■ **Assigned task**:
Set down exactly the lines below between the line holding "Quick job: Parse" and the line holding "Give me a JSON", inclusive; no other line belongs in the answer.

=== Data for the task ===

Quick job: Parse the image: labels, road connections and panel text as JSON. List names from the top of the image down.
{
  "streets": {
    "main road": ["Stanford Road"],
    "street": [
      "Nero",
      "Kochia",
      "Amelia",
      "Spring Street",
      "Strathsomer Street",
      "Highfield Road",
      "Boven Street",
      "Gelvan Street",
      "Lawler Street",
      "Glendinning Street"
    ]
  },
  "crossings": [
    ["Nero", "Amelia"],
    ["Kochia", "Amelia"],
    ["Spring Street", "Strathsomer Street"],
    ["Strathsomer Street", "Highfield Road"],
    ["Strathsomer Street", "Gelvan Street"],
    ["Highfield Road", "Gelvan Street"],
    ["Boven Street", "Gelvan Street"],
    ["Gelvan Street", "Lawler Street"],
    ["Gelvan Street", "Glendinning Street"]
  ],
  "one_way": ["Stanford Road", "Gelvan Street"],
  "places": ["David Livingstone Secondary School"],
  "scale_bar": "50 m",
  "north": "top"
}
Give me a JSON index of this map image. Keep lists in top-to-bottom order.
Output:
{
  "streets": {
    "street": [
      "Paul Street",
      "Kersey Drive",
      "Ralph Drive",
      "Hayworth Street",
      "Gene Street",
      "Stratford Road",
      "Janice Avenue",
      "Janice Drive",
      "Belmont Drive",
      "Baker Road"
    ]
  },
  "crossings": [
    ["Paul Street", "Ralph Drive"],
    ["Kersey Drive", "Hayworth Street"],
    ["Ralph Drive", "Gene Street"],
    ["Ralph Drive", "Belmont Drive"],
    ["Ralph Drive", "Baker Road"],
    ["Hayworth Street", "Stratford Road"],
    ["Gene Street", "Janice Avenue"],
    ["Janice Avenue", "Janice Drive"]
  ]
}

===
=== Data for the task ===

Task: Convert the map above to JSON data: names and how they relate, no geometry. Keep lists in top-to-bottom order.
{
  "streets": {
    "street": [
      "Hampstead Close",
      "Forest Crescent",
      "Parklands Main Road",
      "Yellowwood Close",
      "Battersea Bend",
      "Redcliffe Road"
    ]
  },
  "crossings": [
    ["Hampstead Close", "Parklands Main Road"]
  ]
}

===

■ **Exercise output**:
Quick job: Parse the image: labels, road connections and panel text as JSON. List names from the top of the image down.
{
  "streets": {
    "main road": ["Stanford Road"],
    "street": [
      "Nero",
      "Kochia",
      "Amelia",
      "Spring Street",
      "Strathsomer Street",
      "Highfield Road",
      "Boven Street",
      "Gelvan Street",
      "Lawler Street",
      "Glendinning Street"
    ]
  },
  "crossings": [
    ["Nero", "Amelia"],
    ["Kochia", "Amelia"],
    ["Spring Street", "Strathsomer Street"],
    ["Strathsomer Street", "Highfield Road"],
    ["Strathsomer Street", "Gelvan Street"],
    ["Highfield Road", "Gelvan Street"],
    ["Boven Street", "Gelvan Street"],
    ["Gelvan Street", "Lawler Street"],
    ["Gelvan Street", "Glendinning Street"]
  ],
  "one_way": ["Stanford Road", "Gelvan Street"],
  "places": ["David Livingstone Secondary School"],
  "scale_bar": "50 m",
  "north": "top"
}
Give me a JSON index of this map image. Keep lists in top-to-bottom order.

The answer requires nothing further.